-- AVAILABLE DATA follows --
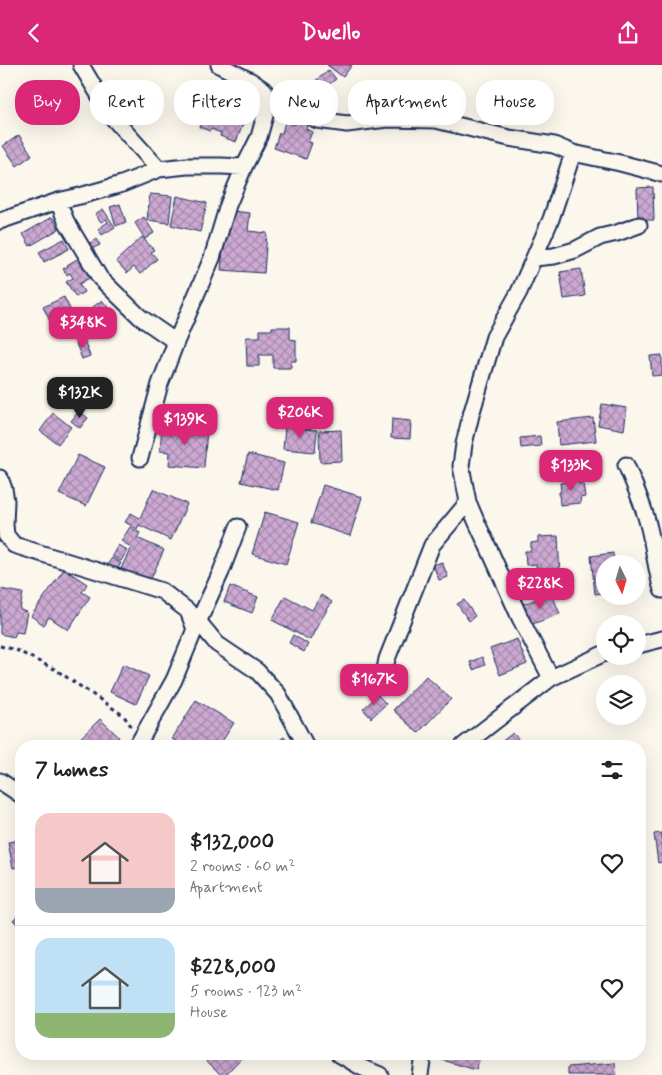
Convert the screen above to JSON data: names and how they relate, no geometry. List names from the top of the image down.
{
  "north": "bottom",
  "page": {
    "header": "Dwello",
    "chip": [
      "Buy",
      "Rent",
      "Filters",
      "New",
      "Apartment",
      "House"
    ],
    "price": [
      "$348K",
      "$132K",
      "$206K",
      "$139K",
      "$133K",
      "$228K",
      "$167K"
    ],
    "heading": "7 homes",
    "list": [
      {
        "name": "$132,000",
        "note": "2 rooms · 60 m² · Apartment"
      },
      {
        "name": "$228,000",
        "note": "5 rooms · 123 m² · House"
      }
    ]
  }
}
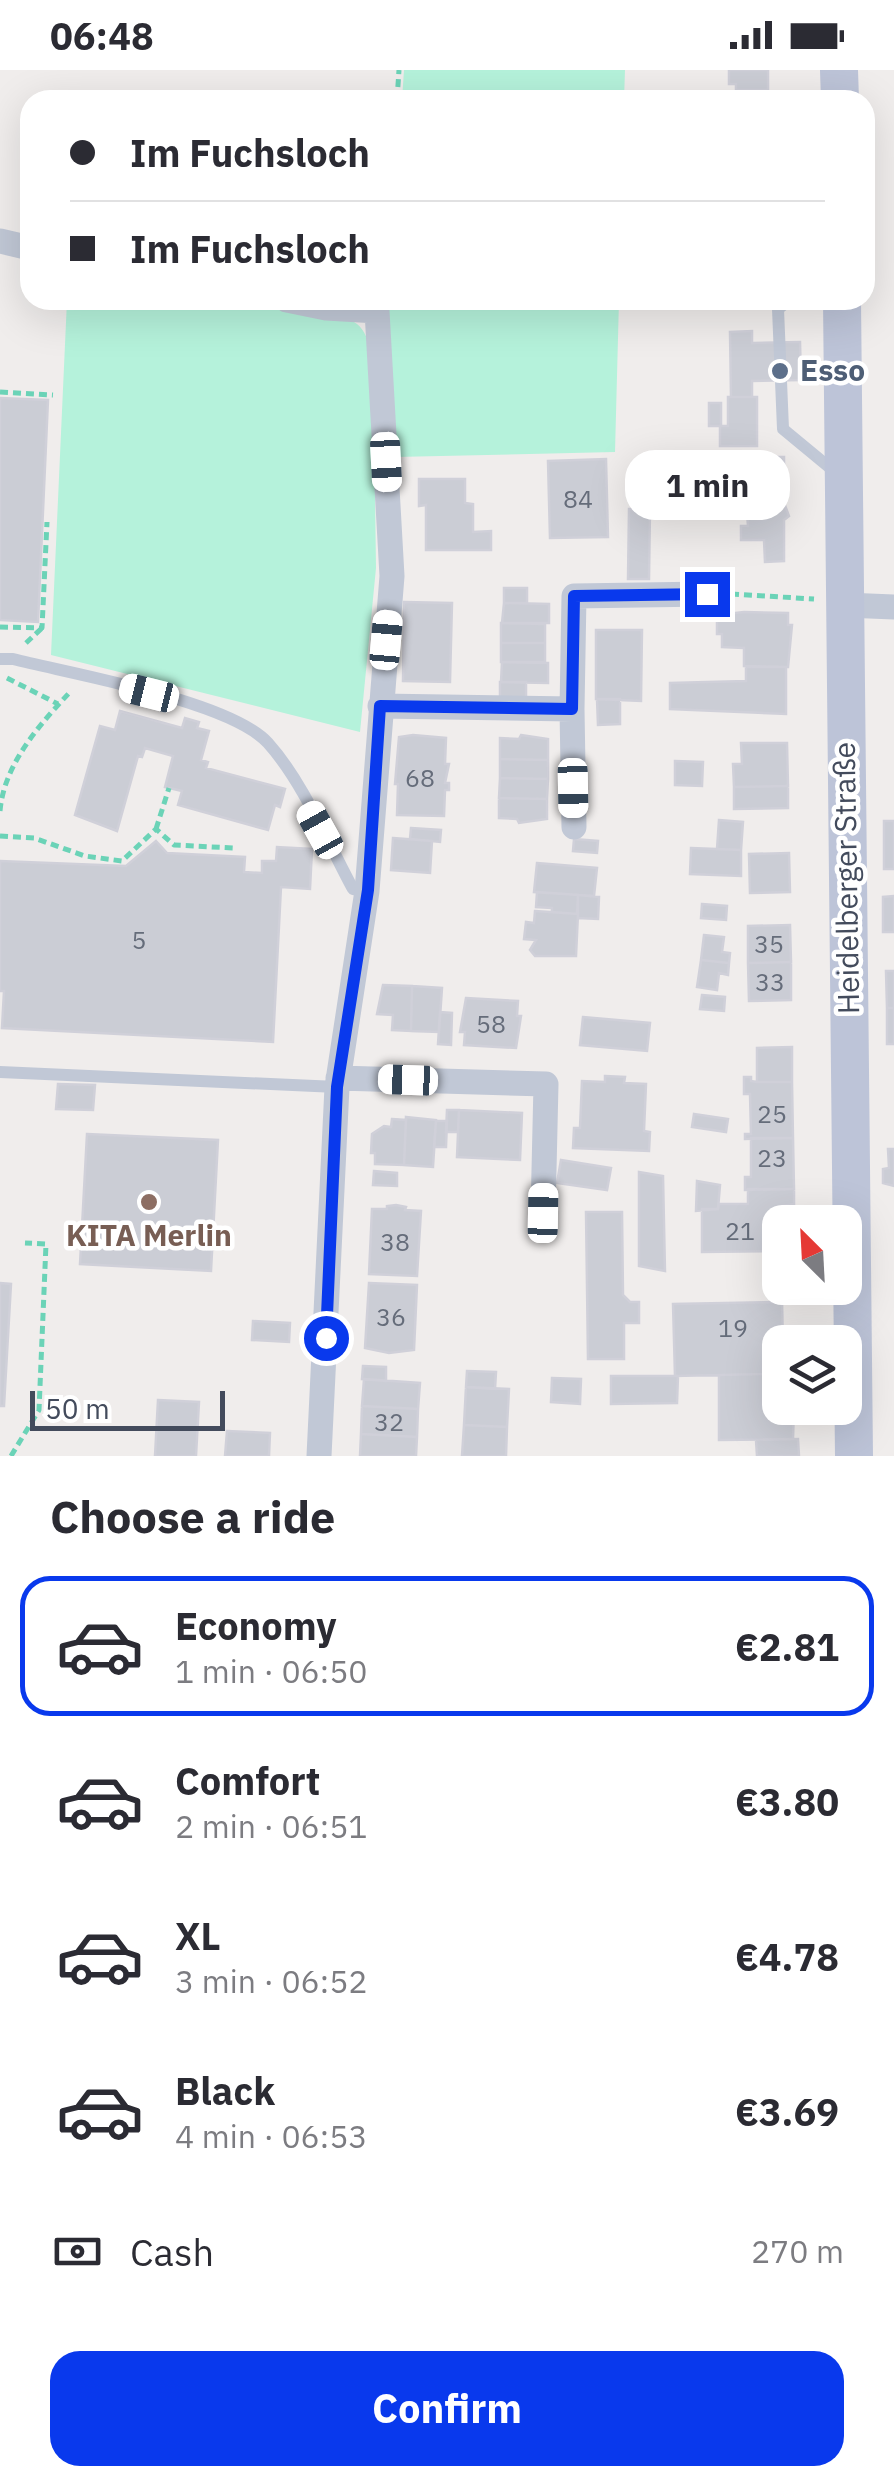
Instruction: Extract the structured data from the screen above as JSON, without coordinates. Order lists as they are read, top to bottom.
{
  "streets": {
    "main road": ["Heidelberger Straße"]
  },
  "places": ["Esso", "KITA Merlin"],
  "house_numbers": [
    "84",
    "68",
    "5",
    "35",
    "33",
    "58",
    "25",
    "23",
    "21",
    "38",
    "36",
    "19",
    "32"
  ],
  "scale_bar": "50 m",
  "north": "top left",
  "page": {
    "status": "06:48",
    "banner": ["Im Fuchsloch", "Im Fuchsloch"],
    "bubble": "1 min",
    "scale": "50 m",
    "heading": "Choose a ride",
    "list": [
      {
        "name": "Economy",
        "note": "1 min · 06:50",
        "value": "€2.81"
      },
      {
        "name": "Comfort",
        "note": "2 min · 06:51",
        "value": "€3.80"
      },
      {
        "name": "XL",
        "note": "3 min · 06:52",
        "value": "€4.78"
      },
      {
        "name": "Black",
        "note": "4 min · 06:53",
        "value": "€3.69"
      }
    ],
    "pay": ["Cash", "270 m"],
    "buttons": "Confirm"
  }
}
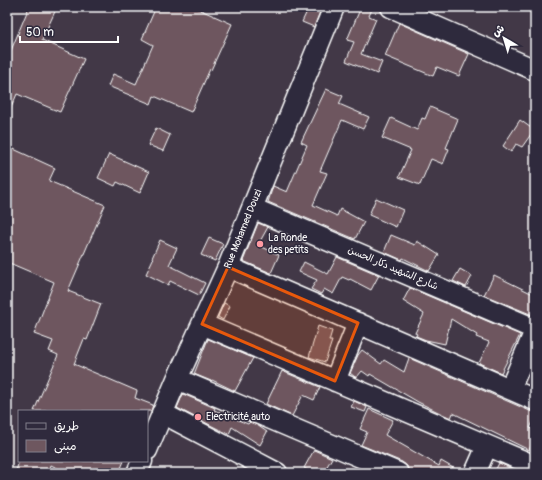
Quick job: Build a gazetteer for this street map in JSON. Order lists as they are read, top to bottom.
{
  "streets": {
    "street": ["Rue Mohamed Douzi", "شارع الشهيد دكار الحسن"]
  },
  "crossings": [
    ["Rue Mohamed Douzi", "شارع الشهيد دكار الحسن"]
  ],
  "places": ["La Ronde des petits", "Electricité auto"],
  "legend": ["طريق", "مبنى"],
  "scale_bar": "50 m",
  "north": "top left"
}
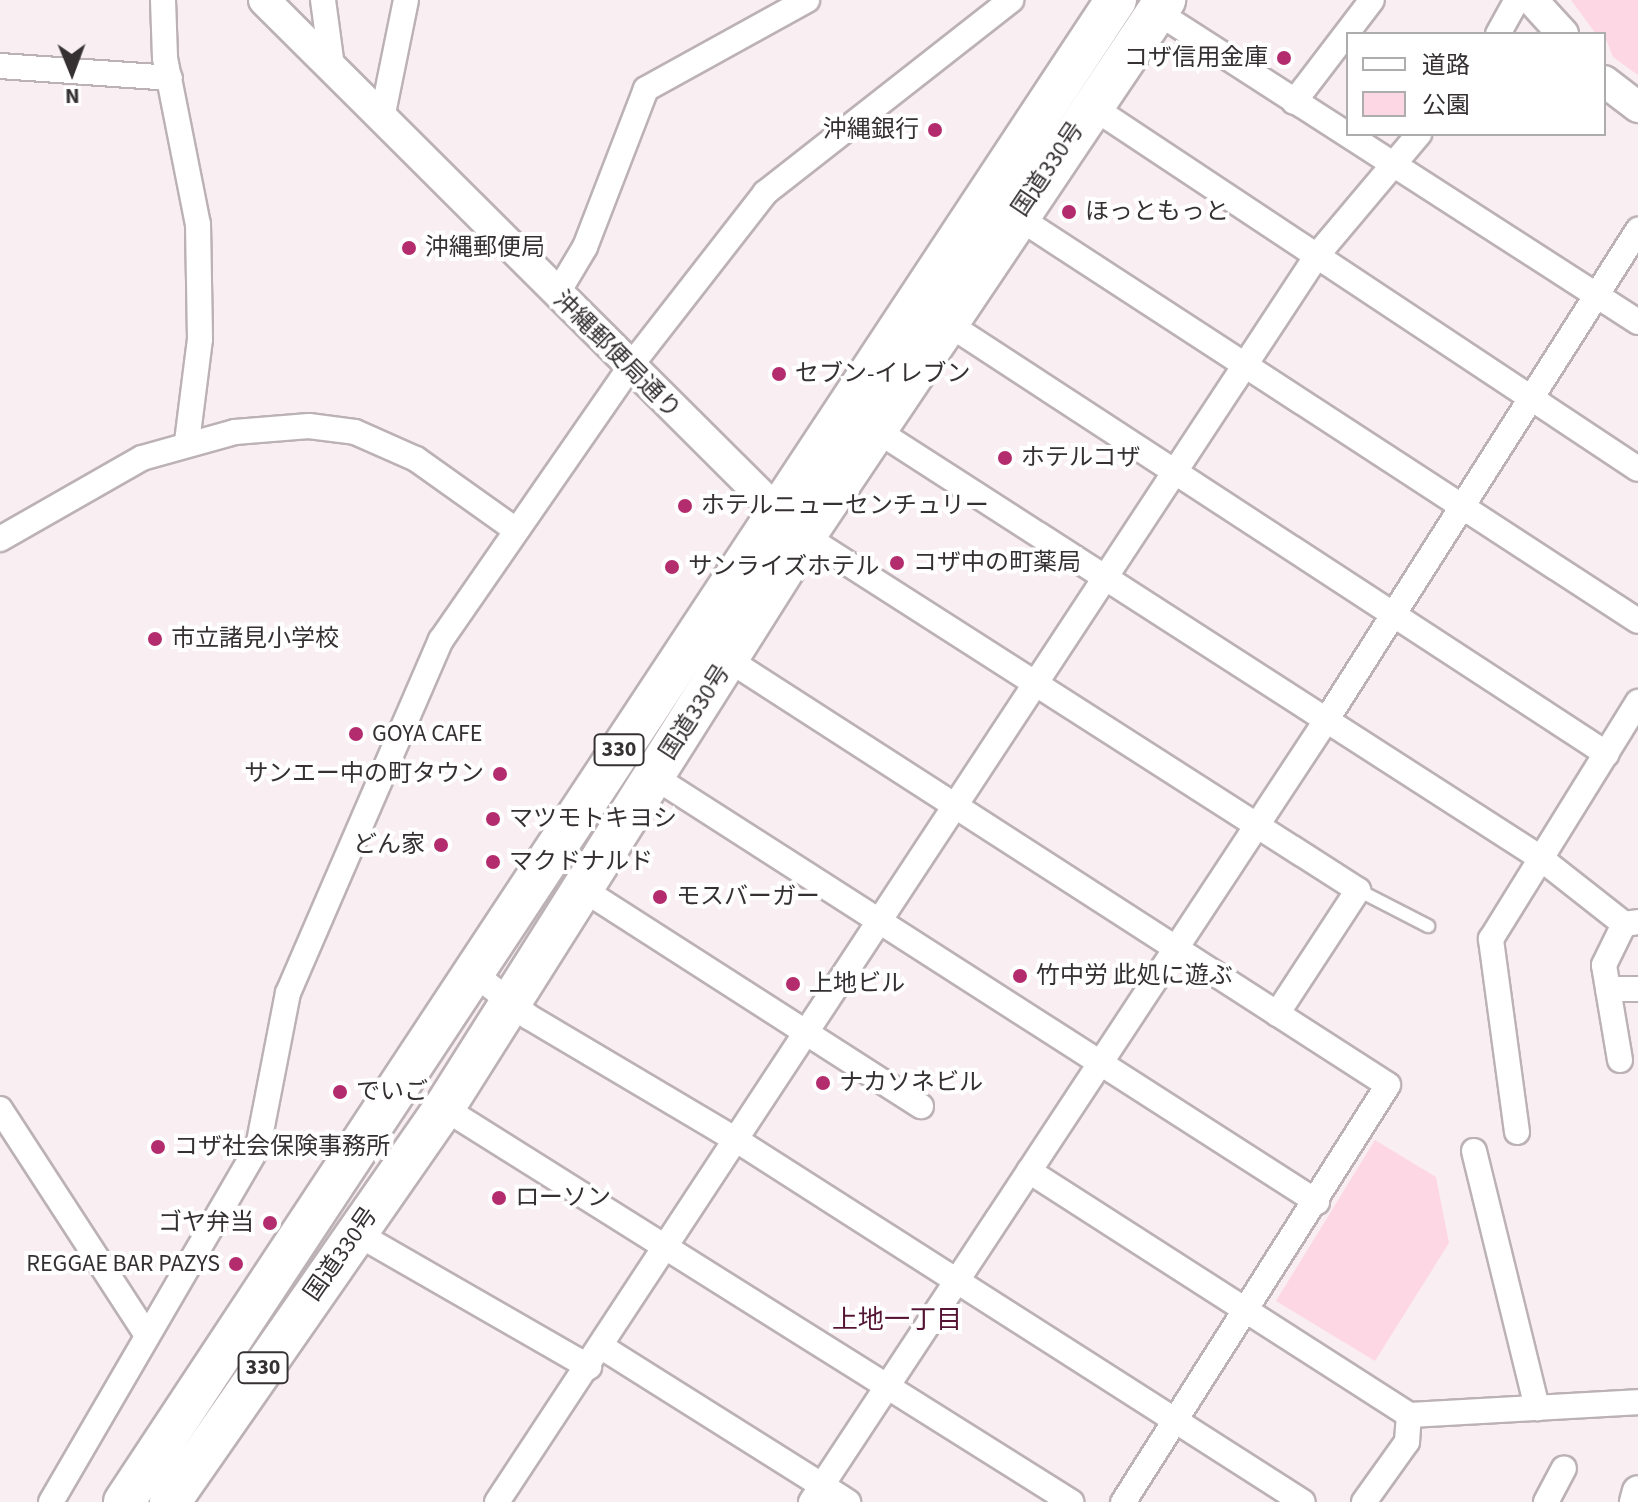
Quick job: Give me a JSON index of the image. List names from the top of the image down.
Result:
{
  "streets": {
    "highway": ["国道330号", "330"],
    "street": ["沖縄郵便局通り"]
  },
  "crossings": [
    ["国道330号", "沖縄郵便局通り"]
  ],
  "districts": ["上地一丁目"],
  "places": [
    "コザ信用金庫",
    "沖縄銀行",
    "ほっともっと",
    "沖縄郵便局",
    "セブン-イレブン",
    "ホテルコザ",
    "ホテルニューセンチュリー",
    "コザ中の町薬局",
    "サンライズホテル",
    "市立諸見小学校",
    "GOYA CAFE",
    "サンエー中の町タウン",
    "マツモトキヨシ",
    "どん家",
    "マクドナルド",
    "モスバーガー",
    "竹中労 此処に遊ぶ",
    "上地ビル",
    "ナカソネビル",
    "でいご",
    "コザ社会保険事務所",
    "ローソン",
    "ゴヤ弁当",
    "REGGAE BAR PAZYS"
  ],
  "legend": ["道路", "公園"],
  "north": "bottom"
}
-- AVAILABLE DATA concluded --
> _WHAT THE TASK REQUIRES_
Leave images out of the retyped records; keep all else exact.

> _TASK ANSWER_
Convert the screen above to JSON data: names and how they relate, no geometry. List names from the top of the image down.
{
  "north": "bottom",
  "page": {
    "header": "Dwello",
    "chip": [
      "Buy",
      "Rent",
      "Filters",
      "New",
      "Apartment",
      "House"
    ],
    "price": [
      "$348K",
      "$132K",
      "$206K",
      "$139K",
      "$133K",
      "$228K",
      "$167K"
    ],
    "heading": "7 homes",
    "list": [
      {
        "name": "$132,000",
        "note": "2 rooms · 60 m² · Apartment"
      },
      {
        "name": "$228,000",
        "note": "5 rooms · 123 m² · House"
      }
    ]
  }
}
Instruction: Extract the structured data from the screen above as JSON, without coordinates. Order lists as they are read, top to bottom.
{
  "streets": {
    "main road": ["Heidelberger Straße"]
  },
  "places": ["Esso", "KITA Merlin"],
  "house_numbers": [
    "84",
    "68",
    "5",
    "35",
    "33",
    "58",
    "25",
    "23",
    "21",
    "38",
    "36",
    "19",
    "32"
  ],
  "scale_bar": "50 m",
  "north": "top left",
  "page": {
    "status": "06:48",
    "banner": ["Im Fuchsloch", "Im Fuchsloch"],
    "bubble": "1 min",
    "scale": "50 m",
    "heading": "Choose a ride",
    "list": [
      {
        "name": "Economy",
        "note": "1 min · 06:50",
        "value": "€2.81"
      },
      {
        "name": "Comfort",
        "note": "2 min · 06:51",
        "value": "€3.80"
      },
      {
        "name": "XL",
        "note": "3 min · 06:52",
        "value": "€4.78"
      },
      {
        "name": "Black",
        "note": "4 min · 06:53",
        "value": "€3.69"
      }
    ],
    "pay": ["Cash", "270 m"],
    "buttons": "Confirm"
  }
}
Quick job: Build a gazetteer for this street map in JSON. Order lists as they are read, top to bottom.
{
  "streets": {
    "street": ["Rue Mohamed Douzi", "شارع الشهيد دكار الحسن"]
  },
  "crossings": [
    ["Rue Mohamed Douzi", "شارع الشهيد دكار الحسن"]
  ],
  "places": ["La Ronde des petits", "Electricité auto"],
  "legend": ["طريق", "مبنى"],
  "scale_bar": "50 m",
  "north": "top left"
}
Quick job: Give me a JSON index of the image. List names from the top of the image down.
Result:
{
  "streets": {
    "highway": ["国道330号", "330"],
    "street": ["沖縄郵便局通り"]
  },
  "crossings": [
    ["国道330号", "沖縄郵便局通り"]
  ],
  "districts": ["上地一丁目"],
  "places": [
    "コザ信用金庫",
    "沖縄銀行",
    "ほっともっと",
    "沖縄郵便局",
    "セブン-イレブン",
    "ホテルコザ",
    "ホテルニューセンチュリー",
    "コザ中の町薬局",
    "サンライズホテル",
    "市立諸見小学校",
    "GOYA CAFE",
    "サンエー中の町タウン",
    "マツモトキヨシ",
    "どん家",
    "マクドナルド",
    "モスバーガー",
    "竹中労 此処に遊ぶ",
    "上地ビル",
    "ナカソネビル",
    "でいご",
    "コザ社会保険事務所",
    "ローソン",
    "ゴヤ弁当",
    "REGGAE BAR PAZYS"
  ],
  "legend": ["道路", "公園"],
  "north": "bottom"
}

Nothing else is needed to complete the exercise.